We have a set S= {1,2,3,4} with following relation: aRb <-> a ≤ b ≤ a^2
With focus on the relation we get following partially ordered set:
{1,2},{1,3},{1,4},
{2,3},{2,4},
{3,4}
which gives the following hasse diagram.
4
|
3
|
2
|
1
also we get a straight line from 1 to 4.
But i am a bit unsure if this is right, so am i thinking right?

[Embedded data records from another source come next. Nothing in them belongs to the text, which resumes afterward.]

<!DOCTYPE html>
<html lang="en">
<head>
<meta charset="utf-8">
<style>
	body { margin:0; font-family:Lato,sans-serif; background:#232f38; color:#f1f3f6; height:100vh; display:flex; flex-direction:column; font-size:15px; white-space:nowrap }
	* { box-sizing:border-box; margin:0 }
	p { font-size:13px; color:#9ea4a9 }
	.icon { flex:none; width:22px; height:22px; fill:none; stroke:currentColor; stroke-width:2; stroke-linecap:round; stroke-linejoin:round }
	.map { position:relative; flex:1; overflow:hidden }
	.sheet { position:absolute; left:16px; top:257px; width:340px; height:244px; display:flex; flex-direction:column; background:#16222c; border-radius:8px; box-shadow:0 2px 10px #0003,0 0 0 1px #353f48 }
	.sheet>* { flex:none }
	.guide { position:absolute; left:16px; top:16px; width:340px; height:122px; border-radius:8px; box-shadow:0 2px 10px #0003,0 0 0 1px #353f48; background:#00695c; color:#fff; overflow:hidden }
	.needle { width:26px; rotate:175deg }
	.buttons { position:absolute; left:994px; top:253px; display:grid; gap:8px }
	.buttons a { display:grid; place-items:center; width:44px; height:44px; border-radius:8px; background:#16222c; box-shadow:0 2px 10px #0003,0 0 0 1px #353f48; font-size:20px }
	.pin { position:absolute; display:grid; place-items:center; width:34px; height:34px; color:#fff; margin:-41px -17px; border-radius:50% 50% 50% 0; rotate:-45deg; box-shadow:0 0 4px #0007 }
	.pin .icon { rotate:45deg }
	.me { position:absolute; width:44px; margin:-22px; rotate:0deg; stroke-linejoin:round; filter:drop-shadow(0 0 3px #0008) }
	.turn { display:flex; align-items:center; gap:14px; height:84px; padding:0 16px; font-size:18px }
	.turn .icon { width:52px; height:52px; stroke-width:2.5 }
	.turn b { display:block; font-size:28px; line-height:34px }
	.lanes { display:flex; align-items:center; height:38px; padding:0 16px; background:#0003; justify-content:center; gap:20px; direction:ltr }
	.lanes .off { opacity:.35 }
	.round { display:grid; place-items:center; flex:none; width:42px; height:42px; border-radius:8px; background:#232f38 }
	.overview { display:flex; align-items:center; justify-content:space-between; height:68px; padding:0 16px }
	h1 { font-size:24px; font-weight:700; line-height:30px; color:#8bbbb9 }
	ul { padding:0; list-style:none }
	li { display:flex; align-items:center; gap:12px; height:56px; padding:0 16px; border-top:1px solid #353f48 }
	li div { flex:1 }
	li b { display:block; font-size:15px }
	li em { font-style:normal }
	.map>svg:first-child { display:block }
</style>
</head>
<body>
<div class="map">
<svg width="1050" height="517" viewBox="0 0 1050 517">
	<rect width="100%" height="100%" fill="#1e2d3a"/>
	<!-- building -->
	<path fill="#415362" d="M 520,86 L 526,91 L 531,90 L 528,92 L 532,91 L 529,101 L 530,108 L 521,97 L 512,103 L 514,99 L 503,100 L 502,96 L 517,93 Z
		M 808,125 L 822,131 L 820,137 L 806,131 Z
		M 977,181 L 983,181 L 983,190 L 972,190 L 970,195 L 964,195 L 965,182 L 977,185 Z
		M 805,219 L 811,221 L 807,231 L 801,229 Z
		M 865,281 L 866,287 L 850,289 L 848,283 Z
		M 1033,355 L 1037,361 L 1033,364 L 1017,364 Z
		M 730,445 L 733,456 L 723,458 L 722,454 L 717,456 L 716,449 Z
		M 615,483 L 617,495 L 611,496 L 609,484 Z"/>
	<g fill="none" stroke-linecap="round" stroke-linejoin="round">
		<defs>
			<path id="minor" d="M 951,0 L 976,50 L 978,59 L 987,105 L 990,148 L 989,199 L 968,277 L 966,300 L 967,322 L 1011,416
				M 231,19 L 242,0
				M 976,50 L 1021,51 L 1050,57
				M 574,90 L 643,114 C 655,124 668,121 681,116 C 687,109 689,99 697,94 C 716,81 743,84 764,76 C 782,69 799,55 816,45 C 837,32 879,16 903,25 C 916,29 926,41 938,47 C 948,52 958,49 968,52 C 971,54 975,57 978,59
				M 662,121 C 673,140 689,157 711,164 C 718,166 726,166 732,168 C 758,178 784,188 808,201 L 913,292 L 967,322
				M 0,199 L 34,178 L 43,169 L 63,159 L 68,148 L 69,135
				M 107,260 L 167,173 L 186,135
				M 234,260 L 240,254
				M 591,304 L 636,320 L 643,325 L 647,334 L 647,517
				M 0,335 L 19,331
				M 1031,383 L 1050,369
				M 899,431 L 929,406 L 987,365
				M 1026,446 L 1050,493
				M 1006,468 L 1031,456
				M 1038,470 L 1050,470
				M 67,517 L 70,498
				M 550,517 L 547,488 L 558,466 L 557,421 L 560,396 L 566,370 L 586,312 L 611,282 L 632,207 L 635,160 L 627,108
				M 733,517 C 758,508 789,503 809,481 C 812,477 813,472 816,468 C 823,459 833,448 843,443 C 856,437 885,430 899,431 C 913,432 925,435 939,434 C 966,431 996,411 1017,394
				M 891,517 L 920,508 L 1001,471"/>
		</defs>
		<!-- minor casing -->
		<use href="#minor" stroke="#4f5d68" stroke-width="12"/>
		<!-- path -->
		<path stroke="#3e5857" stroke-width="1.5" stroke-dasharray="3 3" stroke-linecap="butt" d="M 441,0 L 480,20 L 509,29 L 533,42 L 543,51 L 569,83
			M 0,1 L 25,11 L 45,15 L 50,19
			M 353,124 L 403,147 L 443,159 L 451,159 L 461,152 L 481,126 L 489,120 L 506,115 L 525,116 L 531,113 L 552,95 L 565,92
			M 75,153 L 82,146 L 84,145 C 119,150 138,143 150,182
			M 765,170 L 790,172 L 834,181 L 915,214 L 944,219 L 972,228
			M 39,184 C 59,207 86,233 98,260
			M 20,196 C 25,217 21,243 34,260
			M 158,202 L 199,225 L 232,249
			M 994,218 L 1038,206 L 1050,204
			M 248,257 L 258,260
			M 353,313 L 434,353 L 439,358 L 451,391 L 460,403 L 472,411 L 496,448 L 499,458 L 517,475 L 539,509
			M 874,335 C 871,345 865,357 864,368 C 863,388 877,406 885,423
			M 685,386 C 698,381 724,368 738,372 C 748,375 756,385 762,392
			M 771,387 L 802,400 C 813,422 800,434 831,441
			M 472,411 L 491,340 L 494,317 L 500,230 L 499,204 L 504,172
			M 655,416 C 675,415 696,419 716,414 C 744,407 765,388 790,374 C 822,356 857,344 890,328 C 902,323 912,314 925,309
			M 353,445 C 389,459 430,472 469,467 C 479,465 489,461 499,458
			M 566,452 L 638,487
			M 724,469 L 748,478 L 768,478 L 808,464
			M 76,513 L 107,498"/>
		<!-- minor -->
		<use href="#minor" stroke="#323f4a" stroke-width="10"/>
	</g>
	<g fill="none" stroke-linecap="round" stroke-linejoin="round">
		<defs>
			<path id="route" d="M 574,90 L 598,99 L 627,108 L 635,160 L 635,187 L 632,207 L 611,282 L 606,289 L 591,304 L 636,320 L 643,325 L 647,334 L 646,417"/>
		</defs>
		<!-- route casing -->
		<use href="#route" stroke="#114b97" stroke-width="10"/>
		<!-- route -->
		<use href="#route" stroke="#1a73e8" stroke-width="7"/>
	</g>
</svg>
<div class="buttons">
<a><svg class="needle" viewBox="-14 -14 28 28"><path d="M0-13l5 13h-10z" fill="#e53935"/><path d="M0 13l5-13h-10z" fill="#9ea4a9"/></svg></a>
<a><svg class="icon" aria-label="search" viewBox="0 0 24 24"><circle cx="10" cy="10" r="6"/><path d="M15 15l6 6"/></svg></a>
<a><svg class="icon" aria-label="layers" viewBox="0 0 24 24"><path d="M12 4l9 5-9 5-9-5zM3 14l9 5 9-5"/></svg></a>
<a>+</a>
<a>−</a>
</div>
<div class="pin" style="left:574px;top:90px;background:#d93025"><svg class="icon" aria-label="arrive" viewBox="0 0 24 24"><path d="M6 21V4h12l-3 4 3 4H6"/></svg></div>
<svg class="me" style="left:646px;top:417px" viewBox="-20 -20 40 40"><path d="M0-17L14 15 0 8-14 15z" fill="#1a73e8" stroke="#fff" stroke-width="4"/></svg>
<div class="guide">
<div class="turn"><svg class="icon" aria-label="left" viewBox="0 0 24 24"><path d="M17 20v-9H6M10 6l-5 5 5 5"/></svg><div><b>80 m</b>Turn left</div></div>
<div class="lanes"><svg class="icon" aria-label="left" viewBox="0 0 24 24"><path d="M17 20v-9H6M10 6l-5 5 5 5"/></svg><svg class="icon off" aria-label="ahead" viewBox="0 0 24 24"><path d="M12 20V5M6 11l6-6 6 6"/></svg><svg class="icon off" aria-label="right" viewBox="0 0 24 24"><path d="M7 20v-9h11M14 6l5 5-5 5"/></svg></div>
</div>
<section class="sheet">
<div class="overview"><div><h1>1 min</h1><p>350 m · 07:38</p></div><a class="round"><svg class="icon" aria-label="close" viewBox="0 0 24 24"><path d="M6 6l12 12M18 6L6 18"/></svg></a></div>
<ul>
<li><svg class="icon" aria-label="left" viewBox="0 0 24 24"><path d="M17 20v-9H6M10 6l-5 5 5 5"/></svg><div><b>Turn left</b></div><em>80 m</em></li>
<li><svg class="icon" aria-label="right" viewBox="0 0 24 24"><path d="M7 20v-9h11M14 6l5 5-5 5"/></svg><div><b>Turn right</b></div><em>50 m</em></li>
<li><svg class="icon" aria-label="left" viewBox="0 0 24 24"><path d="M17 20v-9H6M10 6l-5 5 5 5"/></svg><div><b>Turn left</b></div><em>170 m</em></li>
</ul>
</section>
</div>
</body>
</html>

Your list of ordered pairs isn’t right, I’m afraid. First, you’ve omitted the pairs $\langle 1,1\rangle,\langle 2,2\rangle,\langle 3,3\rangle$, and $\langle 4,4\rangle$, all of which are in $R$: for any positive integer $n$ it’s true that $n\le n\le n^2$. Next, you have a lot of pairs that aren’t in $R$. For instance, it’s not true that $1\le 2\le 1^2$, so $\langle 1,2\rangle\notin R$. Similarly, $\langle 1,3\rangle\notin R$ and $\langle 1,4\rangle\notin R$. It is true, though, that $2\le 3\le 2^2$ and $2\le 4\le 2^2$, so you’re correct in thinking that $\langle 2,3\rangle$ and $\langle 2,4\rangle$ are in $R$. Similarly, $3\le 4\le 3^2$, so $\langle 3,4\rangle\in R$, as you said.
This is going to change your Hasse diagram a bit; I’ll let you see if you can correct on your own, but leave a question if you have problems.